Benign Rolandic Epilepsy

Benign Rolandic Epilepsy, or BRE, is a condition that affects young children, generally between the ages of 3-13.  Most children outgrow this condition.  Seizures that occur in this condition originate around the central sulcus, an area of the brain between the motor activation and sensory cortical areas.  Symptoms of a BRE seizure are excessive salivation, cessation of speech, abnormal movements of the muscles around the mouth and lips, or movement of facial expression on one side of the face.  Not all patients with this condition experience all of these symptoms.  Unlike many other types of seizures, consciousness may be preserved during a BRE seizure, and patients may sometimes be able to describe how they feel.

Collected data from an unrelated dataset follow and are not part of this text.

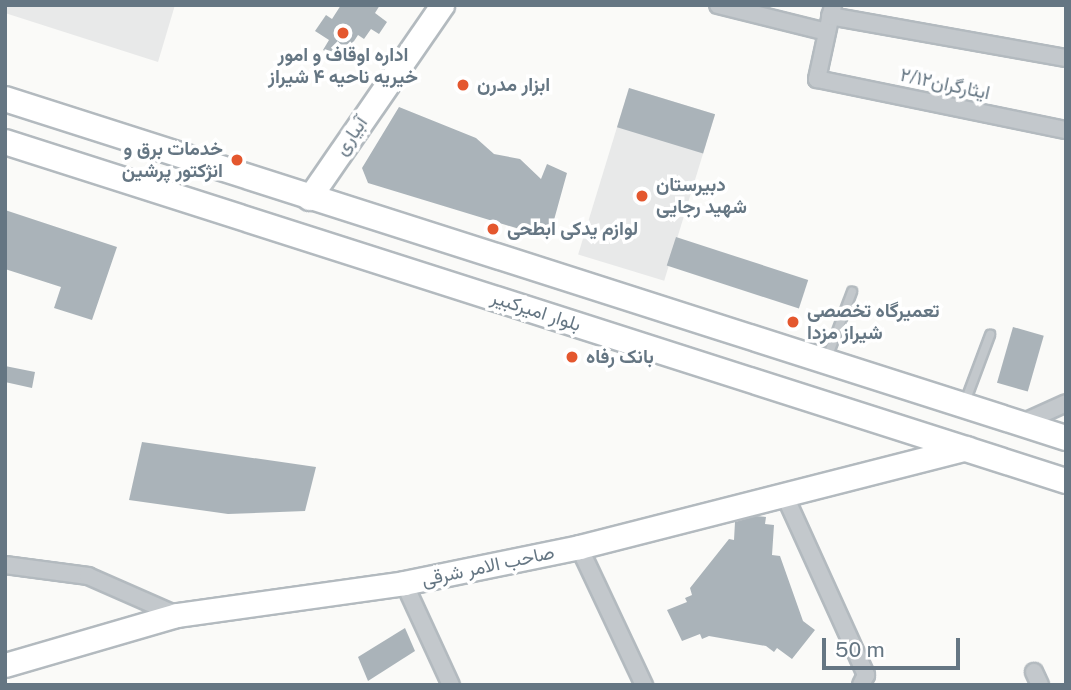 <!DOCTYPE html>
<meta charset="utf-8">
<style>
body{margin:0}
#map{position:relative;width:1071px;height:690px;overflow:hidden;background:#fafaf8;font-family:"Public Sans",Vazirmatn,sans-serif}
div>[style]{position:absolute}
.built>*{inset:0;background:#e8e9e9;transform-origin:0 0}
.building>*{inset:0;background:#aab3b9;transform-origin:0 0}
.roads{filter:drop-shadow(2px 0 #b3babf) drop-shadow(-2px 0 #b3babf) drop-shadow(0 2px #b3babf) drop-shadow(0 -2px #b3babf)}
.lane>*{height:8px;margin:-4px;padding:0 4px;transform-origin:4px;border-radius:4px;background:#c3c8cc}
.street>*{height:16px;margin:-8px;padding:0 8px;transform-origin:8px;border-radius:8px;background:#c3c8cc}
.secondary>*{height:23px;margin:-11.5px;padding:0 11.5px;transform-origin:11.5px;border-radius:11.5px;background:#fff}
.primary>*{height:24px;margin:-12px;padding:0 12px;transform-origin:12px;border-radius:12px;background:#fff}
.dots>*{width:19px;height:19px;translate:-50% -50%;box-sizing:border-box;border:4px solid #fff;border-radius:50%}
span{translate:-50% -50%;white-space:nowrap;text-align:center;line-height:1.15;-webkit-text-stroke:7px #fff;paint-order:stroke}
.poi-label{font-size:19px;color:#657683;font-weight:700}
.left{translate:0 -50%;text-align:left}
.right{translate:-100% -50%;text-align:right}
.street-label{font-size:19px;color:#657683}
.frame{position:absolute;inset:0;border:7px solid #657683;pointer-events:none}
.scale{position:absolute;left:822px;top:638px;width:138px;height:32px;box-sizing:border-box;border:4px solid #657683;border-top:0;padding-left:9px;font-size:21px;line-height:24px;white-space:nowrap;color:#657683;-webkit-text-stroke:5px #fff;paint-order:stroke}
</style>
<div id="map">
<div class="built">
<i style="clip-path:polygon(5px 5px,175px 5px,158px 62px,5px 13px)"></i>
<i style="left:629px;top:88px;width:90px;height:174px;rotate:17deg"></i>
</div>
<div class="building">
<i style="clip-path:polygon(341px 5px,380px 5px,375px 13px,387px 22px,379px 34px,371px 29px,364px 39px,358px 35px,341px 61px,323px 50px,329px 40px,315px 31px,326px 15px,332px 19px)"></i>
<i style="left:629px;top:88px;width:90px;height:41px;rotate:17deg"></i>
<i style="clip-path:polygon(399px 107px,476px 138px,494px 154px,520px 159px,541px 179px,547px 164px,567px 173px,549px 238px,368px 183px,362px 168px)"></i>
<i style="clip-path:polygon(5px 210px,117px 247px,92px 320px,54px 308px,61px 287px,5px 269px)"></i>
<i style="left:676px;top:237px;width:139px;height:30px;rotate:18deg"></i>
<i style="left:1013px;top:327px;width:32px;height:58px;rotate:16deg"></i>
<i style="clip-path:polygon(5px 366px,35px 372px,32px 388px,5px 382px)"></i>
<i style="clip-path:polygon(142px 442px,316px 467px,305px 511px,228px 514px,129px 500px)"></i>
<i style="clip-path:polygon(756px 516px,766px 517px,765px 524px,774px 525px,772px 555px,780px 556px,803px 621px,815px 630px,792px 659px,777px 648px,774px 652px,766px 646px,709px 636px,702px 639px,700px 634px,682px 641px,667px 610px,687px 602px,685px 598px,692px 595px,690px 588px,729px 539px,734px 540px,735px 522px)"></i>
<i style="clip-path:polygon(405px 628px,415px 651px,368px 681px,358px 657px)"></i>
</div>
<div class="roads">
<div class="lane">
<i style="left:827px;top:358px;width:71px;rotate:-69.3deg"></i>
<i style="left:965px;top:402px;width:72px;rotate:-69.5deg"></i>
</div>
<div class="street">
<i style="left:718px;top:5px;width:112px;rotate:13.9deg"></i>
<i style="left:833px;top:5px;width:76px;rotate:102.2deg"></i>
<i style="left:817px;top:79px;width:254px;rotate:11.6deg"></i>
<i style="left:830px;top:16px;width:240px;rotate:10.1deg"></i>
<i style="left:1022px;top:423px;width:48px;rotate:-24.4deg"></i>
<i style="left:784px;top:494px;width:199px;rotate:65.6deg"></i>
<i style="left:866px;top:675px;width:11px;rotate:117deg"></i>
<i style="left:579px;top:547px;width:153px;rotate:64.8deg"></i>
<i style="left:5px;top:565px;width:84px;rotate:7.5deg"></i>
<i style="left:88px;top:576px;width:97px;rotate:23.7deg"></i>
<i style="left:404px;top:583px;width:112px;rotate:65.3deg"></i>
<i style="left:1034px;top:672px;width:14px;rotate:65deg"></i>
</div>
<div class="secondary">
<i style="left:309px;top:198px;width:234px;rotate:-55.4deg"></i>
<i style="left:5px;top:665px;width:179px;rotate:-16.2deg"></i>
<i style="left:177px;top:615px;width:229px;rotate:-8deg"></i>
<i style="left:404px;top:583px;width:179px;rotate:-11.6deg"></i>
<i style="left:579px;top:547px;width:400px;rotate:-14.3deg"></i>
</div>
<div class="primary">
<i style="left:5px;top:99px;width:1114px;rotate:17.72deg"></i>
<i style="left:5px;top:142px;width:1114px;rotate:17.72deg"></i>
</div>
</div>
<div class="dots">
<i style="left:343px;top:33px;background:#e4572e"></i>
<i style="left:463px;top:85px;background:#e4572e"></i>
<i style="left:237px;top:160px;background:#e4572e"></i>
<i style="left:642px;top:196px;background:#e4572e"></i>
<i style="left:493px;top:229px;background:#e4572e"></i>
<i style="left:793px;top:322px;background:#e4572e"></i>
<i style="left:572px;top:357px;background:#e4572e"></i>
</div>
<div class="poi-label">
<span style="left:343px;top:66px">اداره اوقاف و امور<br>خیریه ناحیه ۴ شیراز</span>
<span class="left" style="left:477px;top:85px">ابزار مدرن</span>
<span class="right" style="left:223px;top:160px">خدمات برق و<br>انژکتور پرشین</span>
<span class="left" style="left:656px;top:196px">دبیرستان<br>شهید رجایی</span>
<span class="left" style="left:507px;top:229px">لوازم یدکی ابطحی</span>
<span class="left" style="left:807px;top:322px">تعمیرگاه تخصصی<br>شیراز مزدا</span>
<span class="left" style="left:586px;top:357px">بانک رفاه</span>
</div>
<div class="street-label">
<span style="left:945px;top:84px;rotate:12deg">ایثارگران۲/۱۲</span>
<span style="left:351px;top:136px;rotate:-55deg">آبیاری</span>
<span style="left:536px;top:311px;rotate:18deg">بلوار امیرکبیر</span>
<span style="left:488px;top:566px;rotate:-12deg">صاحب الامر شرقی</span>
</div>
<div class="frame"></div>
<div class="scale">50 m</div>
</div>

Patients with this condition tend to have a specific EEG abnormality not found in other epilepsy conditions.  These are centrotemporal spike waves.  These should be observed whether the patient is having a seizure or not.  It is rare that MRI testing is helpful in this condition.

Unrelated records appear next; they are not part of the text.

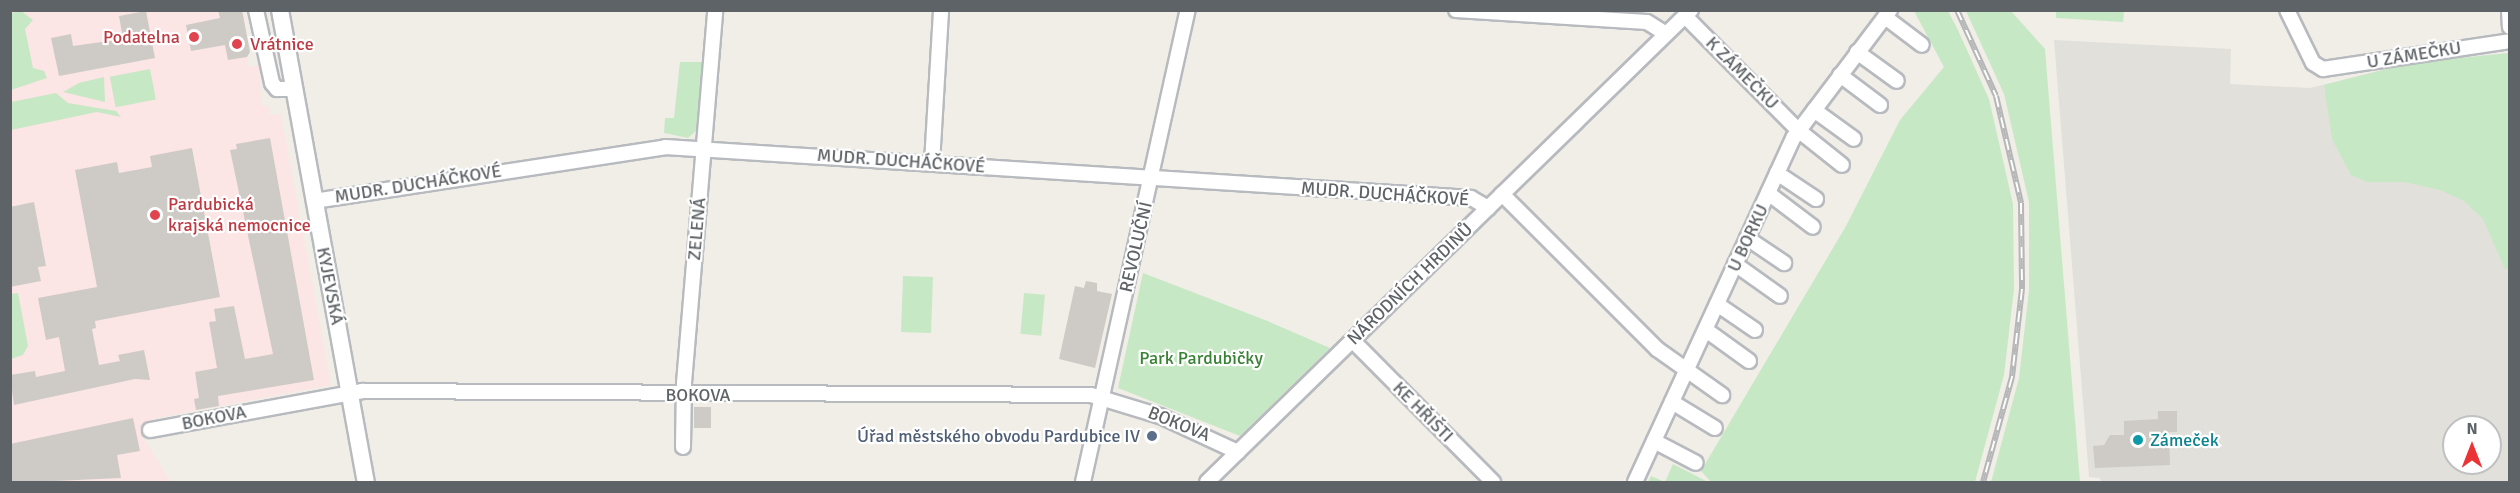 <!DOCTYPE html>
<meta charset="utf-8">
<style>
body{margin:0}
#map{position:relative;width:2520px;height:493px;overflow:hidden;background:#f1eee7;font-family:Signika,sans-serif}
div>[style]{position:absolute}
.industrial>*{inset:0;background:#e2e0db}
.medical>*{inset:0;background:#fce5e5}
.green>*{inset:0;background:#c7e8c4;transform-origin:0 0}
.building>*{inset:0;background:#cecbc6;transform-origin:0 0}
.roads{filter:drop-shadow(2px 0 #b7babe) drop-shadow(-2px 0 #b7babe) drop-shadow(0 2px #b7babe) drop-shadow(0 -2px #b7babe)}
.minor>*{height:14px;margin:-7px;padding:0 7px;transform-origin:7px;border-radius:7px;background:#fff}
.tertiary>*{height:16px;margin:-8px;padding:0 8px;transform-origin:8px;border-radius:8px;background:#fff}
.rail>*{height:6px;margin-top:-3px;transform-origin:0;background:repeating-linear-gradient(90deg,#fff 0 11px,#b5b6b7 0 22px);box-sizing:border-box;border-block:2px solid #b5b6b7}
.dots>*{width:16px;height:16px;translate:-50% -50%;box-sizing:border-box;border:3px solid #fff;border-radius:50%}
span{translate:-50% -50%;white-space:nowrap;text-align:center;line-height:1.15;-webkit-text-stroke:4.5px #fff;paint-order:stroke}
.health-label{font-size:18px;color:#be3a42}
.right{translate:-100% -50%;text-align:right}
.left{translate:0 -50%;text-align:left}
.street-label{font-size:18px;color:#5e6367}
.park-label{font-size:18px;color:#378233}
.service-label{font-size:18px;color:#4e5e75}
.culture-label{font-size:18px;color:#0d838f}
.frame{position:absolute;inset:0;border:12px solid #5e6367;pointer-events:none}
.north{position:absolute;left:2442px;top:415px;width:60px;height:60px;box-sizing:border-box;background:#fff;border:2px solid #bfc1c2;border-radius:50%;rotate:0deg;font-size:16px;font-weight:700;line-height:24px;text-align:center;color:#5e6367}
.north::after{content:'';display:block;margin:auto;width:21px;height:27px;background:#eb3336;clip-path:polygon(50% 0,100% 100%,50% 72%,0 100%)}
</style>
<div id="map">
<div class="industrial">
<i style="clip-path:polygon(evenodd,2054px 40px,2231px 49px,2230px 84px,2310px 88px,2411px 63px,2509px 53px,2509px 482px,2101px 482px,2100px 478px,2089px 477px,2054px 40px,2454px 427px,2490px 427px,2490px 463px,2454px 463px,2454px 427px)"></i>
</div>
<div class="medical">
<i style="clip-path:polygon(10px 11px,244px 11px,248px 67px,260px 65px,261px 106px,268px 105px,270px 115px,281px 114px,331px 385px,157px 418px,144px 424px,144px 439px,171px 482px,11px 482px)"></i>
</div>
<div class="green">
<i style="clip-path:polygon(21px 11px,33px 20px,25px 29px,33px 68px,44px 71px,47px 78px,11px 90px,11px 13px)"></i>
<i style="clip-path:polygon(1914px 11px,1948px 11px,1957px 28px,1989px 99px,2013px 204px,2014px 289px,2004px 375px,1975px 482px,1711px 482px,1701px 471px,1846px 226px,1900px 120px,1944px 67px)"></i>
<i style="clip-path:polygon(1966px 11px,2011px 11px,2045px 49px,2080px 482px,1991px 482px,2019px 378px,2029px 290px,2029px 202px,2004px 94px)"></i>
<i style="clip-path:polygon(2056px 11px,2124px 11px,2123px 22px,2056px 18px)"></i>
<i style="clip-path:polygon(2509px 53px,2509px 269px,2505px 269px,2483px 219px,2464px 201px,2440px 190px,2404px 182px,2367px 182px,2351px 175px,2332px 139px,2324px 85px,2411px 63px)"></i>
<i style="clip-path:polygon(680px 62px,702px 62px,696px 131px,688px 138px,664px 133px,665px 118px,674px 118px)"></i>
<i style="left:150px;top:69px;width:31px;height:41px;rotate:79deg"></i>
<i style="clip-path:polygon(104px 77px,105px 102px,63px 92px,79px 83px)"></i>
<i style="clip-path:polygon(56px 93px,68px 103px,116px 111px,121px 117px,97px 112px,11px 130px,11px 102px)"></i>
<i style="clip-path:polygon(1143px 273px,1265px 320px,1330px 348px,1240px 436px,1118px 388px)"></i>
<i style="left:903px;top:276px;width:30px;height:56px;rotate:2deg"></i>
<i style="clip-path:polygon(18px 293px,28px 346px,23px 355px,11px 359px,11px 294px)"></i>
<i style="left:1024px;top:293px;width:21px;height:41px;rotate:5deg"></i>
<i style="clip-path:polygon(1673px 464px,1708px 482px,1648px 482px,1651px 476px,1665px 482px)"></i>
</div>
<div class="building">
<i style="clip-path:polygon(218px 10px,242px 10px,250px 52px,247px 57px,228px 60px,225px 45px,191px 51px,186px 25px,220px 18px)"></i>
<i style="clip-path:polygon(146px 11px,155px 58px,59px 76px,51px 38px,71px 34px,73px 46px,123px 39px,119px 16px)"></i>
<i style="clip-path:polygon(270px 138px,314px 380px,218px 396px,219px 406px,196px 410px,194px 399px,199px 398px,195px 372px,217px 368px,209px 322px,216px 321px,214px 309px,234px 306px,245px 359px,273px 354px,230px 150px,237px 149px,236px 144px)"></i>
<i style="clip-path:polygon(192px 148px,220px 297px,95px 321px,96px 328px,92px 329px,99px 365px,120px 361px,118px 355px,144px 350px,150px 380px,135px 379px,14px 405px,10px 375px,35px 371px,36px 377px,65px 371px,59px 337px,46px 340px,38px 298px,97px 287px,75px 170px,117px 162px,119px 173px,152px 167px,150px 156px)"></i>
<i style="clip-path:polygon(34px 202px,46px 266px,38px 267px,41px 281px,10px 287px,10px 207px)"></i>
<i style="clip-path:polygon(1086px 281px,1097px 283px,1097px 291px,1112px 294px,1095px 368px,1059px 359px,1075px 286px,1084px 288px)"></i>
<i style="left:694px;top:407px;width:17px;height:21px"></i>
<i style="clip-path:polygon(2158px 411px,2177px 411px,2177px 432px,2169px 432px,2170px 465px,2095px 468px,2093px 446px,2104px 445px,2110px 435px,2124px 435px,2124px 421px,2158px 419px)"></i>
<i style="clip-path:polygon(133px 418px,140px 451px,117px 455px,121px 478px,10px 483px,10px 444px)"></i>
</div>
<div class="roads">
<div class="minor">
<i style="left:256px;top:10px;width:75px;rotate:77.6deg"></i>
<i style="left:272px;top:83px;width:8px;rotate:50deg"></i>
<i style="left:277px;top:89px;width:17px"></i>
<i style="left:1456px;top:10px;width:191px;rotate:3.6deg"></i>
<i style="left:1647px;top:22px;width:22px;rotate:32deg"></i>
<i style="left:2287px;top:10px;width:59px;rotate:63.9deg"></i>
<i style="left:2313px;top:63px;width:12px;rotate:31deg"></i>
<i style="left:2323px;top:69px;width:189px;rotate:-8.5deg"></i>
<i style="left:2509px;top:10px;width:17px;rotate:87deg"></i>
<i style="left:1685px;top:16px;width:161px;rotate:45.3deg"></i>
<i style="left:1798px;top:130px;width:56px;rotate:38.5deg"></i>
<i style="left:1885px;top:17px;width:46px;rotate:37.1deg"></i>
<i style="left:1857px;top:52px;width:49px;rotate:35.9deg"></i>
<i style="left:1840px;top:75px;width:50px;rotate:36.9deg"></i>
<i style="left:1814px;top:110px;width:49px;rotate:35.9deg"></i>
<i style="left:932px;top:163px;width:153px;rotate:-86.6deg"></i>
<i style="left:1777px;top:173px;width:47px;rotate:33.7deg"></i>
<i style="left:1768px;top:193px;width:56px;rotate:37.1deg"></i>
<i style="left:1502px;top:194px;width:219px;rotate:45deg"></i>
<i style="left:1657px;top:349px;width:80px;rotate:35.3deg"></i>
<i style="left:314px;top:201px;width:355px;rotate:-8.7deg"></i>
<i style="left:665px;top:147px;width:808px;rotate:3.62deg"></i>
<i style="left:1471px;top:198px;width:20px;rotate:30deg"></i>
<i style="left:1747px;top:238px;width:45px;rotate:34deg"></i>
<i style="left:1735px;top:264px;width:55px;rotate:35.4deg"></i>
<i style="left:1717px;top:304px;width:46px;rotate:34.4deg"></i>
<i style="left:1706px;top:330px;width:53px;rotate:35.8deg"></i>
<i style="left:1353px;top:341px;width:199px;rotate:45.2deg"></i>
<i style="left:1672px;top:402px;width:50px;rotate:31.2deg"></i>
<i style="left:150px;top:430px;width:216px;rotate:-10.4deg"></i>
<i style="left:362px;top:391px;width:729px;rotate:0.31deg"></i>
<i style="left:1091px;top:395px;width:72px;rotate:16.9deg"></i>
<i style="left:1160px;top:416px;width:86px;rotate:24.8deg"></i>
<i style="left:1654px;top:441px;width:47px;rotate:27.6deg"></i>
<i style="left:683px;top:447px;width:64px;rotate:-89.1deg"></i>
<i style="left:684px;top:383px;width:374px;rotate:-85.2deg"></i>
<i style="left:1083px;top:482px;width:484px;rotate:-77.5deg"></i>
<i style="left:1207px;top:482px;width:676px;rotate:-44.28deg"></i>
<i style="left:1635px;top:482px;width:380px;rotate:-65.3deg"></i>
<i style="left:1794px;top:137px;width:159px;rotate:-52.9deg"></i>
</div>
<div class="tertiary">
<i style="left:280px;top:10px;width:480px;rotate:79.7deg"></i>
</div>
</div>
<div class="rail">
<i style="left:1957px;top:10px;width:94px;rotate:65.6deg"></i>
<i style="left:1996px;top:96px;width:110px;rotate:76.8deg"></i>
<i style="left:2021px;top:203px;width:86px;rotate:89.3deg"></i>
<i style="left:2022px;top:289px;width:89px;rotate:96.5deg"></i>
<i style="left:2012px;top:377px;width:109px;rotate:105.4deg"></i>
</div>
<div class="dots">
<i style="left:194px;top:37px;background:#e0444e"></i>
<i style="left:237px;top:44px;background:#e0444e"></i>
<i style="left:155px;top:215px;background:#e0444e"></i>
<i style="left:1152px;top:436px;background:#5c6f8a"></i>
<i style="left:2138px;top:440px;background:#0f9aa8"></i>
</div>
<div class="health-label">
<span class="right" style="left:180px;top:37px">Podatelna</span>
<span class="left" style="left:250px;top:44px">Vrátnice</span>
<span class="left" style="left:168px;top:215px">Pardubická<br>krajská nemocnice</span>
</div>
<div class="street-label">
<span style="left:2414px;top:55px;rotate:-9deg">U ZÁMEČKU</span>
<span style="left:1742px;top:73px;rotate:45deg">K ZÁMEČKU</span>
<span style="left:901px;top:161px;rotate:4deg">MUDR. DUCHÁČKOVÉ</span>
<span style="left:418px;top:184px;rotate:-9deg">MUDR. DUCHÁČKOVÉ</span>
<span style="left:1385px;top:194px;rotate:4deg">MUDR. DUCHÁČKOVÉ</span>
<span style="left:697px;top:229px;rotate:-85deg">ZELENÁ</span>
<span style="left:1748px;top:238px;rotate:-65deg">U BORKU</span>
<span style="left:1136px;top:247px;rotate:-77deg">REVOLUČNÍ</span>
<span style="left:1410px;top:284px;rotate:-44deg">NÁRODNÍCH HRDINŮ</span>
<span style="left:330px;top:286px;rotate:79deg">KYJEVSKÁ</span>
<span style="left:698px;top:395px">BOKOVA</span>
<span style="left:1423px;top:412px;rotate:45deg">KE HŘIŠTI</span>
<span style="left:214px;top:418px;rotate:-11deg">BOKOVA</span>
<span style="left:1179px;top:424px;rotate:22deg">BOKOVA</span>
</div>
<div class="park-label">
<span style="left:1201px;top:358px">Park Pardubičky</span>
</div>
<div class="service-label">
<span class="right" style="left:1140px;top:436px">Úřad městského obvodu Pardubice IV</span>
</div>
<div class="culture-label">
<span class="left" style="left:2150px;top:440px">Zámeček</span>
</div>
<div class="frame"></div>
<div class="north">N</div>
</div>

Most cases of BRE resolve spontaneously within 2-4 years.  The frequency of seizures is low and treatment is usually not needed.  For cases where seizures are frequent, or in cases when intellectual development is not normal, the label “benign” is removed, and the term “rolandic epilepsy” is used.  Medical treatment is helpful in some cases.  Very few people with Rolandic epilepsy continue to have seizures in their adult years.